With the listing in front of you, retype it exactly.

Data in this exercise:
● ● ● ●
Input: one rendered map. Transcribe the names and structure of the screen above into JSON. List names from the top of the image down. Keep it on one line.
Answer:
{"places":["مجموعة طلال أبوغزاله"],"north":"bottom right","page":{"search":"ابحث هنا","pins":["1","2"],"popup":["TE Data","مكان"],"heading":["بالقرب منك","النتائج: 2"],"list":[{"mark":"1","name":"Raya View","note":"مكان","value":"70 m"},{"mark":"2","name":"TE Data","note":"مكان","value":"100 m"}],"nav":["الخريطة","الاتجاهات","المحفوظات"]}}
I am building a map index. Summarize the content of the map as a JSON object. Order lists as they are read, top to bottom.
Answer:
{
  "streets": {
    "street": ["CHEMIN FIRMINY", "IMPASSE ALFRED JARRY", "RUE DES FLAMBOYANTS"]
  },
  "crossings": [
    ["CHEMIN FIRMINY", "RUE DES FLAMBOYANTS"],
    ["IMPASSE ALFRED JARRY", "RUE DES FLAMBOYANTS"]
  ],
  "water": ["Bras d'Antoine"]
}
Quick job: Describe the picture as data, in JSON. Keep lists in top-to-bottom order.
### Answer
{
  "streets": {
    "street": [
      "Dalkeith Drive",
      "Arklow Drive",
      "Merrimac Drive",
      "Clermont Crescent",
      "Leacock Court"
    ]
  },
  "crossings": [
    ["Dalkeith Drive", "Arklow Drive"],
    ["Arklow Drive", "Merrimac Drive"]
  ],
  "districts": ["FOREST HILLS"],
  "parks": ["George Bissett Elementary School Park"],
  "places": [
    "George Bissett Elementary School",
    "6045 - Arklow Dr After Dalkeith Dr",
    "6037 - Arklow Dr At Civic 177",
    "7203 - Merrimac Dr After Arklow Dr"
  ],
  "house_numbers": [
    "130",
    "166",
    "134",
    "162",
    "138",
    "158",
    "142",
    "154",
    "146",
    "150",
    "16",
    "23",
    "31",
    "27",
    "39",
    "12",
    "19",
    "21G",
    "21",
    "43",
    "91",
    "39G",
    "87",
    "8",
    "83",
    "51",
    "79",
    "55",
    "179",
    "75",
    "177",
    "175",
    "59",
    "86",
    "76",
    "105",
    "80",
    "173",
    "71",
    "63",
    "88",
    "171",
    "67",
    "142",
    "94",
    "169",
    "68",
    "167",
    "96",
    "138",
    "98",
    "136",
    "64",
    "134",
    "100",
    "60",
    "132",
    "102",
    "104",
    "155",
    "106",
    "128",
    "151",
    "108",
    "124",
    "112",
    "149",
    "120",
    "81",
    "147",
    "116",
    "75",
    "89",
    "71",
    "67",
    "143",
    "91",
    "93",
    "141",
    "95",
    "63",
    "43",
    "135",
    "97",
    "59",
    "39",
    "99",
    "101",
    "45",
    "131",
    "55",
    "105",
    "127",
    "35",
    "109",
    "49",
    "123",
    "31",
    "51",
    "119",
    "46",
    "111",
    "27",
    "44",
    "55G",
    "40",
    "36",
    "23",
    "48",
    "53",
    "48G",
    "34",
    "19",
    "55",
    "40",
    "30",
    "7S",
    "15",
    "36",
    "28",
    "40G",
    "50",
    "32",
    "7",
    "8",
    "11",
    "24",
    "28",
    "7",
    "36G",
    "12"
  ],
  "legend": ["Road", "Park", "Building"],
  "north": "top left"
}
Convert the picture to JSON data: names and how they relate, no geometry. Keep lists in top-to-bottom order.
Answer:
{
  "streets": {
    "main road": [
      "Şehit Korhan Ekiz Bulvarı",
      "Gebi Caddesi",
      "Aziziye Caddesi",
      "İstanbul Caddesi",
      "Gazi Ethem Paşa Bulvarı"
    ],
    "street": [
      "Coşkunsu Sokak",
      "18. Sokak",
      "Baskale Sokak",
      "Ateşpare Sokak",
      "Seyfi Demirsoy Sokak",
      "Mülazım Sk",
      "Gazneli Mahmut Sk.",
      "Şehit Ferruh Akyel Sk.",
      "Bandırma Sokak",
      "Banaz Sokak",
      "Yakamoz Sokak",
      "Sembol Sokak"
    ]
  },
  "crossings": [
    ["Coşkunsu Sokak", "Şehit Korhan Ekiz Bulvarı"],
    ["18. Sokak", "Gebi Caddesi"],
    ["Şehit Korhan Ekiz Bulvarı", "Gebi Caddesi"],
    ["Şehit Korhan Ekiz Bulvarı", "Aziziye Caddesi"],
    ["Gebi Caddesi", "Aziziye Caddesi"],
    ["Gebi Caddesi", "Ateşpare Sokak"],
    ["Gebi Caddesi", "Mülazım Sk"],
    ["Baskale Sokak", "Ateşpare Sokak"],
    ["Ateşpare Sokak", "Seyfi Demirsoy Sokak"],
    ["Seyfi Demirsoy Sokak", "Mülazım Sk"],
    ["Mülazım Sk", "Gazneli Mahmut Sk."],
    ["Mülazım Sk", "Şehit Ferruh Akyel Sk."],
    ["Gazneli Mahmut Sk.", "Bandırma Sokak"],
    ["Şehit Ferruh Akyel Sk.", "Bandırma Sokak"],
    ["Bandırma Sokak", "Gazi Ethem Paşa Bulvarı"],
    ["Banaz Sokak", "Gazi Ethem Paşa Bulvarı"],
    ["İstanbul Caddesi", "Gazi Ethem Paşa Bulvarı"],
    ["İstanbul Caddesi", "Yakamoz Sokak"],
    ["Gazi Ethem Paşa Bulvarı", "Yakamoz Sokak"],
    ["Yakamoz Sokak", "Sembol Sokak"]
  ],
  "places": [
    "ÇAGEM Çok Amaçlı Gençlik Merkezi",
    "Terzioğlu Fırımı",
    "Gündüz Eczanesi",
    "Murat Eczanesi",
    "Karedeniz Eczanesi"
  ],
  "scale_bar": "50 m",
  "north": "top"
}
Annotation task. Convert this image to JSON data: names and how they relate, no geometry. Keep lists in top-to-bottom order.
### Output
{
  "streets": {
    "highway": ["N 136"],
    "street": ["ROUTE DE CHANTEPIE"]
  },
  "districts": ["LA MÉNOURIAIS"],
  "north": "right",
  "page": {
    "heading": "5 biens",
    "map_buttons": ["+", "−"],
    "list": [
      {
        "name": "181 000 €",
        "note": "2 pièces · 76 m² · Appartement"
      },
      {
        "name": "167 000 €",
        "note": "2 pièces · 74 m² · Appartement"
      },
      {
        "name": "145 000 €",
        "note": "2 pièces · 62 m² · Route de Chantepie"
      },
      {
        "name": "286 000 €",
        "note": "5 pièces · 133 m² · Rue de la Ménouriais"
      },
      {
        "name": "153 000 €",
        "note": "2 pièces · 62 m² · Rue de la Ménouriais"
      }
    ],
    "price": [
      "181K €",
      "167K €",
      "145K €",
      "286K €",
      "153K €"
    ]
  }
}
● ● ● ●
Result for this task:
Input: one rendered map. Transcribe the names and structure of the screen above into JSON. List names from the top of the image down. Keep it on one line.
Answer:
{"places":["مجموعة طلال أبوغزاله"],"north":"bottom right","page":{"search":"ابحث هنا","pins":["1","2"],"popup":["TE Data","مكان"],"heading":["بالقرب منك","النتائج: 2"],"list":[{"mark":"1","name":"Raya View","note":"مكان","value":"70 m"},{"mark":"2","name":"TE Data","note":"مكان","value":"100 m"}],"nav":["الخريطة","الاتجاهات","المحفوظات"]}}
I am building a map index. Summarize the content of the map as a JSON object. Order lists as they are read, top to bottom.
Answer:
{
  "streets": {
    "street": ["CHEMIN FIRMINY", "IMPASSE ALFRED JARRY", "RUE DES FLAMBOYANTS"]
  },
  "crossings": [
    ["CHEMIN FIRMINY", "RUE DES FLAMBOYANTS"],
    ["IMPASSE ALFRED JARRY", "RUE DES FLAMBOYANTS"]
  ],
  "water": ["Bras d'Antoine"]
}
Quick job: Describe the picture as data, in JSON. Keep lists in top-to-bottom order.
### Answer
{
  "streets": {
    "street": [
      "Dalkeith Drive",
      "Arklow Drive",
      "Merrimac Drive",
      "Clermont Crescent",
      "Leacock Court"
    ]
  },
  "crossings": [
    ["Dalkeith Drive", "Arklow Drive"],
    ["Arklow Drive", "Merrimac Drive"]
  ],
  "districts": ["FOREST HILLS"],
  "parks": ["George Bissett Elementary School Park"],
  "places": [
    "George Bissett Elementary School",
    "6045 - Arklow Dr After Dalkeith Dr",
    "6037 - Arklow Dr At Civic 177",
    "7203 - Merrimac Dr After Arklow Dr"
  ],
  "house_numbers": [
    "130",
    "166",
    "134",
    "162",
    "138",
    "158",
    "142",
    "154",
    "146",
    "150",
    "16",
    "23",
    "31",
    "27",
    "39",
    "12",
    "19",
    "21G",
    "21",
    "43",
    "91",
    "39G",
    "87",
    "8",
    "83",
    "51",
    "79",
    "55",
    "179",
    "75",
    "177",
    "175",
    "59",
    "86",
    "76",
    "105",
    "80",
    "173",
    "71",
    "63",
    "88",
    "171",
    "67",
    "142",
    "94",
    "169",
    "68",
    "167",
    "96",
    "138",
    "98",
    "136",
    "64",
    "134",
    "100",
    "60",
    "132",
    "102",
    "104",
    "155",
    "106",
    "128",
    "151",
    "108",
    "124",
    "112",
    "149",
    "120",
    "81",
    "147",
    "116",
    "75",
    "89",
    "71",
    "67",
    "143",
    "91",
    "93",
    "141",
    "95",
    "63",
    "43",
    "135",
    "97",
    "59",
    "39",
    "99",
    "101",
    "45",
    "131",
    "55",
    "105",
    "127",
    "35",
    "109",
    "49",
    "123",
    "31",
    "51",
    "119",
    "46",
    "111",
    "27",
    "44",
    "55G",
    "40",
    "36",
    "23",
    "48",
    "53",
    "48G",
    "34",
    "19",
    "55",
    "40",
    "30",
    "7S",
    "15",
    "36",
    "28",
    "40G",
    "50",
    "32",
    "7",
    "8",
    "11",
    "24",
    "28",
    "7",
    "36G",
    "12"
  ],
  "legend": ["Road", "Park", "Building"],
  "north": "top left"
}
Convert the picture to JSON data: names and how they relate, no geometry. Keep lists in top-to-bottom order.
Answer:
{
  "streets": {
    "main road": [
      "Şehit Korhan Ekiz Bulvarı",
      "Gebi Caddesi",
      "Aziziye Caddesi",
      "İstanbul Caddesi",
      "Gazi Ethem Paşa Bulvarı"
    ],
    "street": [
      "Coşkunsu Sokak",
      "18. Sokak",
      "Baskale Sokak",
      "Ateşpare Sokak",
      "Seyfi Demirsoy Sokak",
      "Mülazım Sk",
      "Gazneli Mahmut Sk.",
      "Şehit Ferruh Akyel Sk.",
      "Bandırma Sokak",
      "Banaz Sokak",
      "Yakamoz Sokak",
      "Sembol Sokak"
    ]
  },
  "crossings": [
    ["Coşkunsu Sokak", "Şehit Korhan Ekiz Bulvarı"],
    ["18. Sokak", "Gebi Caddesi"],
    ["Şehit Korhan Ekiz Bulvarı", "Gebi Caddesi"],
    ["Şehit Korhan Ekiz Bulvarı", "Aziziye Caddesi"],
    ["Gebi Caddesi", "Aziziye Caddesi"],
    ["Gebi Caddesi", "Ateşpare Sokak"],
    ["Gebi Caddesi", "Mülazım Sk"],
    ["Baskale Sokak", "Ateşpare Sokak"],
    ["Ateşpare Sokak", "Seyfi Demirsoy Sokak"],
    ["Seyfi Demirsoy Sokak", "Mülazım Sk"],
    ["Mülazım Sk", "Gazneli Mahmut Sk."],
    ["Mülazım Sk", "Şehit Ferruh Akyel Sk."],
    ["Gazneli Mahmut Sk.", "Bandırma Sokak"],
    ["Şehit Ferruh Akyel Sk.", "Bandırma Sokak"],
    ["Bandırma Sokak", "Gazi Ethem Paşa Bulvarı"],
    ["Banaz Sokak", "Gazi Ethem Paşa Bulvarı"],
    ["İstanbul Caddesi", "Gazi Ethem Paşa Bulvarı"],
    ["İstanbul Caddesi", "Yakamoz Sokak"],
    ["Gazi Ethem Paşa Bulvarı", "Yakamoz Sokak"],
    ["Yakamoz Sokak", "Sembol Sokak"]
  ],
  "places": [
    "ÇAGEM Çok Amaçlı Gençlik Merkezi",
    "Terzioğlu Fırımı",
    "Gündüz Eczanesi",
    "Murat Eczanesi",
    "Karedeniz Eczanesi"
  ],
  "scale_bar": "50 m",
  "north": "top"
}
Annotation task. Convert this image to JSON data: names and how they relate, no geometry. Keep lists in top-to-bottom order.
### Output
{
  "streets": {
    "highway": ["N 136"],
    "street": ["ROUTE DE CHANTEPIE"]
  },
  "districts": ["LA MÉNOURIAIS"],
  "north": "right",
  "page": {
    "heading": "5 biens",
    "map_buttons": ["+", "−"],
    "list": [
      {
        "name": "181 000 €",
        "note": "2 pièces · 76 m² · Appartement"
      },
      {
        "name": "167 000 €",
        "note": "2 pièces · 74 m² · Appartement"
      },
      {
        "name": "145 000 €",
        "note": "2 pièces · 62 m² · Route de Chantepie"
      },
      {
        "name": "286 000 €",
        "note": "5 pièces · 133 m² · Rue de la Ménouriais"
      },
      {
        "name": "153 000 €",
        "note": "2 pièces · 62 m² · Rue de la Ménouriais"
      }
    ],
    "price": [
      "181K €",
      "167K €",
      "145K €",
      "286K €",
      "153K €"
    ]
  }
}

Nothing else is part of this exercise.